The first large-scale report by the UN’s Intergovernmental Panel on Climate Change since 2013 warns of increasingly extreme heatwaves, droughts and flooding, and that a key temperature limit faces being broken in just over a decade.
According to the top scientists, temperatures across the surface of the world have risen since 1970 faster than in any 50-year period in the last two millennia.
They highlight that global warming is “already affecting many weather and climate extremes in every region across the globe”.
If any doubts remain about the climate crisis facing humanity, we have been given a real wake-up call this week.
Extreme weather events are occurring around the world, with major fires are burning out of control in Greece and California, only weeks after unprecedented flooding in continental Europe and China.
The latest extreme weather conditions and the new UN climate report come less than three months ahead of the UN’s Cop26 climate summit in Glasgow.
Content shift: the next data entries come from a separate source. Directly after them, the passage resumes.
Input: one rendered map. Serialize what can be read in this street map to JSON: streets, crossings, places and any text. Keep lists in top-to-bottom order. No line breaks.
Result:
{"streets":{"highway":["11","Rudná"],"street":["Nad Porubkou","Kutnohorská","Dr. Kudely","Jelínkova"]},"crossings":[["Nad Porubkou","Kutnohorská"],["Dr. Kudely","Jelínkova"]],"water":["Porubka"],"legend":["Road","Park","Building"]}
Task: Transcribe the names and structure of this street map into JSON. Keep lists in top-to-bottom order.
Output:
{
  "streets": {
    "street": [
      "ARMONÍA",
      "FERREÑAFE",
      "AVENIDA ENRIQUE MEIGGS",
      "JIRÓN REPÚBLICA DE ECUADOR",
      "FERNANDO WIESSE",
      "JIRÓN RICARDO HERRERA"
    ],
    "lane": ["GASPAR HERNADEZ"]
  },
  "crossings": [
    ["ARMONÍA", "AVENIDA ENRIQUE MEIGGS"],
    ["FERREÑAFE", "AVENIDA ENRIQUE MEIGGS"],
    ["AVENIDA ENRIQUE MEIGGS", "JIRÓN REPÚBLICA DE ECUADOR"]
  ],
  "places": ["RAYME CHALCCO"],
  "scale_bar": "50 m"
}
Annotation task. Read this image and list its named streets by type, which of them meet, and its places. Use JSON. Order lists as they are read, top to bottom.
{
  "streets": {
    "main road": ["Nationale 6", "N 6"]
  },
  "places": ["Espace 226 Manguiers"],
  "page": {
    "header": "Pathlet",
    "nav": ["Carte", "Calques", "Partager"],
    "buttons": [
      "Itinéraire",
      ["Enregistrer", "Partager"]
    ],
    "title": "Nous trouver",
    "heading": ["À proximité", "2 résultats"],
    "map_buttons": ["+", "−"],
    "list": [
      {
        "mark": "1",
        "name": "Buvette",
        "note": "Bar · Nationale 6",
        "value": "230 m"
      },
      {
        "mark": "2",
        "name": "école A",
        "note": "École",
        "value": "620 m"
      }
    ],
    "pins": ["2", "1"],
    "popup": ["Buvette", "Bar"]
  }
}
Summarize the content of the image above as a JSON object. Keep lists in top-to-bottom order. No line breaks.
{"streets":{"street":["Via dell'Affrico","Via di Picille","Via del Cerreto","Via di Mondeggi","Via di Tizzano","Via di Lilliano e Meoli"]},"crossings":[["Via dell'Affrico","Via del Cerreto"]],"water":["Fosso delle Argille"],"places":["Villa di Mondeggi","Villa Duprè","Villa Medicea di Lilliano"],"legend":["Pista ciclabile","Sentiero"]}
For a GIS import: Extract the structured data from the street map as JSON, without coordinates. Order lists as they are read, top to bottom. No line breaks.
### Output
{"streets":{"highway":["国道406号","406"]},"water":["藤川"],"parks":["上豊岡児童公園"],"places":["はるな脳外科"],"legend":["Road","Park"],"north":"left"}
UN Secretary General António Guterres said: “If we combine forces now, we can avert climate catastrophe. But, as today's report makes clear, there is no time for delay and no room for excuses. I count on government leaders and all stakeholders to ensure Cop26 is a success.”
Time is running out to avoid catastrophe with only a substantial reduction in greenhouse gases able to stabilise temperature rises. Governments across the world have endorsed the worrying findings of the UN climate report. They now need to act at Cop26 to help save the environment.